Manuel, uno degli educatori, ci venne subito incontro e ci diede il benvenuto con l’intento di presentarci Lucianino. Ma Lucianino, preso da ben altre incombenze, era già andato via al grido di “co-co-co…”.
«Sapete com’è – disse Manuel – , Lucianino ha un linguaggio tutto suo, a metà tra l’etrusco arcaico e l’ostrogoto…, e nessuno è riuscito ad intenderlo fino ad ora.
«In effetti devo dire che si capisce, poco – commentai – , ma quel poco per converso è assolutamente chiaro…! Te l’assicuro».
E così, incuriosito della nostra presenza, ci si avvicinò un altro ospite, Antonio, che senza star lì a fare formali e inutili presentazioni subito dichiarò sottovoce: «Noi s’è di Firenze». Al che Giovanna, un po’ rincuorata mi sospirò discretamente all’orecchio: «Questo mi sembra decisamente a posto…». Peccato però che nel giro di una decina di minuti il buon Antonio continuò a dirci di essere di Firenze per quasi un centinaio di volte. Poi giunse Daniele, che senza falsi pudori ci inondò d’affetto, abbracciandoci, prendendoci per mano e conducendoci verso un tavolo da ping-pong. E ancora Mauro con i suoi disegni, Paolo con il suo atteggiamento da chi la sa lunga, Giuseppe detto Bambolone con le sue espressioni irridenti, Giorgio, Katiuscia, Tiziana e tutti gli altri. Pochi minuti furono sufficienti per abbandonare i nostri timori e perplessità ed essere travolti da questa umanità.

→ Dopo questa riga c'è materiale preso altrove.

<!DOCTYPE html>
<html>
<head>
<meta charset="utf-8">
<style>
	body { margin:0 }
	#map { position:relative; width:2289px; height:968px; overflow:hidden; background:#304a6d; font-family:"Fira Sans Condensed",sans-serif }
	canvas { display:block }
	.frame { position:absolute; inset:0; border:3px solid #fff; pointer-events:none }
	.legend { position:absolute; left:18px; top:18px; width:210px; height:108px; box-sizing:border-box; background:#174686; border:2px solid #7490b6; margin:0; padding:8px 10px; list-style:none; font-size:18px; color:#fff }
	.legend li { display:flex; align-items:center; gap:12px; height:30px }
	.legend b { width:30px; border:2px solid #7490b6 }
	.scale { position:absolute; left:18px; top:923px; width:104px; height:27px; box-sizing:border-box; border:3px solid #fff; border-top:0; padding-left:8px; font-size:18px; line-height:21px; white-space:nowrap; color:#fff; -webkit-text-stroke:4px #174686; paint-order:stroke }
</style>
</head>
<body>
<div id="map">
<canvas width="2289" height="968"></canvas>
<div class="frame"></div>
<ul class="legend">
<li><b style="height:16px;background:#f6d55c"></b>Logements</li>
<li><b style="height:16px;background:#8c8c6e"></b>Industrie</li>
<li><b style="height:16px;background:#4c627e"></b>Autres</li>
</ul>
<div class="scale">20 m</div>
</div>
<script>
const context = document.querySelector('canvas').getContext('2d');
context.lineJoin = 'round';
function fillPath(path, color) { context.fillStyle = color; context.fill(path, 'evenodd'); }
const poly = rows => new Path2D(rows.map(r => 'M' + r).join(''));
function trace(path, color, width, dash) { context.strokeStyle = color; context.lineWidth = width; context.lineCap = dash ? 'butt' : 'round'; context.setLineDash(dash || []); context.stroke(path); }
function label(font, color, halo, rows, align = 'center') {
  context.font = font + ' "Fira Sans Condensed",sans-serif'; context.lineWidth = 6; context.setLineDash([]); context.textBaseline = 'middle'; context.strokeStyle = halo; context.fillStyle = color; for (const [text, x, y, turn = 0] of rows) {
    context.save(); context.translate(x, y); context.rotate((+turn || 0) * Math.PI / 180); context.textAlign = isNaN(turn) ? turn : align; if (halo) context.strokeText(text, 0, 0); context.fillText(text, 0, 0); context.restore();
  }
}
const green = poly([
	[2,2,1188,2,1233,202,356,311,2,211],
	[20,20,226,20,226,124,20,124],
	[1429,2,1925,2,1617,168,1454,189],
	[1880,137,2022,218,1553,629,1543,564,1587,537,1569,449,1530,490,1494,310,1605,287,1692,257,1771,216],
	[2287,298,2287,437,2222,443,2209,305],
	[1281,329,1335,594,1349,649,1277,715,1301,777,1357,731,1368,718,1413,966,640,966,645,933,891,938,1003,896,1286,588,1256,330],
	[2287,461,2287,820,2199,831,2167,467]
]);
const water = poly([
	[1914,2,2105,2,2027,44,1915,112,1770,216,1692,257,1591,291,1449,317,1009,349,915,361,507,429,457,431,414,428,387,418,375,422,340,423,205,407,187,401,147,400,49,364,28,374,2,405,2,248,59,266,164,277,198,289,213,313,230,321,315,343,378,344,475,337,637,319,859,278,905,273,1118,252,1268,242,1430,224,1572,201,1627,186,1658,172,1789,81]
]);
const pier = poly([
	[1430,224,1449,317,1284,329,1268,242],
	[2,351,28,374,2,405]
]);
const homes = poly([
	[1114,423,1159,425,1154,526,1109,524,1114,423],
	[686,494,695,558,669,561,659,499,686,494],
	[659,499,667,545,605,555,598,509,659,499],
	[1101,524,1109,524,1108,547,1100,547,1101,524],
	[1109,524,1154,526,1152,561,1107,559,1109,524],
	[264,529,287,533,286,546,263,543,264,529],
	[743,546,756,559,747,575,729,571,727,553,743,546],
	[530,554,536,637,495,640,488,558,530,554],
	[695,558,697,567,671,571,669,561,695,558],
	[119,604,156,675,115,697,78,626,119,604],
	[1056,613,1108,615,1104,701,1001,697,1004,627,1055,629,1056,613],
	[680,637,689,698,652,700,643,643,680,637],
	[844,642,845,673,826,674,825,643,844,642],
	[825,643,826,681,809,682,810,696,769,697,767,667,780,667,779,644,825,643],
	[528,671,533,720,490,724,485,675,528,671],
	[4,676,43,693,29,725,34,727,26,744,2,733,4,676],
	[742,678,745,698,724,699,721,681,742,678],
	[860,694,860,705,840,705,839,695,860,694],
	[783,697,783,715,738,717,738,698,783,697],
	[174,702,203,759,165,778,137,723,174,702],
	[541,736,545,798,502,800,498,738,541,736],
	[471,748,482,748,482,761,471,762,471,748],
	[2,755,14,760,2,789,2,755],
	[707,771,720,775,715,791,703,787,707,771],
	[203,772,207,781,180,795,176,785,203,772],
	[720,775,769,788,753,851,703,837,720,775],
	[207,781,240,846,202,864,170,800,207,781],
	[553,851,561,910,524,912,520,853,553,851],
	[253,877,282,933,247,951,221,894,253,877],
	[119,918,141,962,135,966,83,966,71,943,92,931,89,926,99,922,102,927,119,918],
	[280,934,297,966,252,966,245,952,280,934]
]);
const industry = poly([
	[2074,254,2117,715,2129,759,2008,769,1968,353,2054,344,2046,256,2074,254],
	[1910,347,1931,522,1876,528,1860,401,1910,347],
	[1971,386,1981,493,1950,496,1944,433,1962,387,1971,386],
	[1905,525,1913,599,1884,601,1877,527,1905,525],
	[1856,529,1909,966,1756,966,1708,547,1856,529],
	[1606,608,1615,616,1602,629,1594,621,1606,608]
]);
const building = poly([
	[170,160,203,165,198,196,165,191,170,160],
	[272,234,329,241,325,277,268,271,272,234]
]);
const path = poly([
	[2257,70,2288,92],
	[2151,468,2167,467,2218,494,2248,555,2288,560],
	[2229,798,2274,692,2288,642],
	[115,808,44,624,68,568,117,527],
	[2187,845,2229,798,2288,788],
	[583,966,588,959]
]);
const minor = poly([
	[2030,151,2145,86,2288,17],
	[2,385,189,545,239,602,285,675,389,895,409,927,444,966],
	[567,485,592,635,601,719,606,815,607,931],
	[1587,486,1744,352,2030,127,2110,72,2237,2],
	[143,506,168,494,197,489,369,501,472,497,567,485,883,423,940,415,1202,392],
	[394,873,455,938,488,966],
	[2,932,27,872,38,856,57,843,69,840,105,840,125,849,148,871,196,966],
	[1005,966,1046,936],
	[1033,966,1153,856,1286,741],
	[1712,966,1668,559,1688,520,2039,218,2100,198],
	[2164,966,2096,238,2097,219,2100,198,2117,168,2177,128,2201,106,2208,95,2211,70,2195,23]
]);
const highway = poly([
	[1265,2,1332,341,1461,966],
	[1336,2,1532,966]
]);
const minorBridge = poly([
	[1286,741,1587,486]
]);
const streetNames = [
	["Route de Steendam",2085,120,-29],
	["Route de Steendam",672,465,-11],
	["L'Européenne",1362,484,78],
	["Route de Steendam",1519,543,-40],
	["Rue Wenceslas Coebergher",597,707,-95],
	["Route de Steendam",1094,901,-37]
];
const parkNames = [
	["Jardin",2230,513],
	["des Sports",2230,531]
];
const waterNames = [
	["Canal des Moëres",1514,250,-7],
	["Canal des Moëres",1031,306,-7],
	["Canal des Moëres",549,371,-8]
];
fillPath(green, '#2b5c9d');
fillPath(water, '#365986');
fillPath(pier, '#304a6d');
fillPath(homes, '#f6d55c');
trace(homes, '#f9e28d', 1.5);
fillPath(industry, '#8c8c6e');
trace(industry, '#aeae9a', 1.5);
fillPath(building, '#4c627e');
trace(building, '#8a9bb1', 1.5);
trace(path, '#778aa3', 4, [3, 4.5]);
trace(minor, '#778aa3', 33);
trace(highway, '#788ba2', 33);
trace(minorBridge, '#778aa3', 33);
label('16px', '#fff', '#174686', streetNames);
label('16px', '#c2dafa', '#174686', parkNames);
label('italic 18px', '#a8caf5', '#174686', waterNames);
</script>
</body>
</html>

E così la vita del rifugio, cominciò a marciare al suono di questi nuovi ospiti, in un’armonia fiabesca, fatta di tenerezza, amore, affetto spontaneo, sincero, ricambiato. Mai in tutti gli anni che ero venuto quassù, mi era capitato di entrare così in fretta in armonia con i presenti, mai avevo avuto un rapporto così spontaneo ed immediato con tutti, mai avevo vissuto ogni attimo con tanta intensità ed empatia. Di solito l’equilibrio in cui senti di star bene con gli altri lo raggiungi dopo giorni di condivisione: questa volta avveniva tutto e subito, come per incanto.
Il giorno seguente, i ragazzi fecero un giro per i monti con i loro educatori, mentre noi “normali” venivamo affidati ad una guida ambientale. Mi dispiacque questa scelta, perché avrei preferito andare con loro, stare a contatto con la natura, provare sensazioni e fare esperienze con loro. Ma i giochi erano fatti. Tra l’altro, la cosa mi dispiaceva ancor di più perché, appena sveglio, ero sceso nel salone della colazione, ed incrociando Antonio, questi, prim’ancora di darmi il buongiorno, aveva proferito con convinzione “noi s’è di Firenze”. Come potevo perdermi il seguito?
Vidi i ragazzi allontanarsi verso il passo al grido di Daniele: “Gruppo disabili, in marcia…”. C’era talmente tanta auto-ironia in quell’espressione che non poteva che solleticare il sorriso e lasciare senza parole. Un po’ più in là, discosta ma a portata di mano, c’era la commozione. Discreta e pudica.
Tornati a baita, i gruppi si riunirono: c’era entusiasmo tra i “picchiatelli” e io avevo una gran fretta di immergermi nuovamente tra di loro. Antonio mi prese da parte e con la consueta pacatezza mi disse: «S’è fatto proprio bene a venì quassù: ho camminato tra i boschi, ho giocato a ping-pong, a carte, c’è la neve. Se si restava a Firenze saremmo andati alla Misericordia…! Là son tutti anziani: l’anziani devono stare con l’anziani». Gli diedi ragione trattenendo a stento il sorriso.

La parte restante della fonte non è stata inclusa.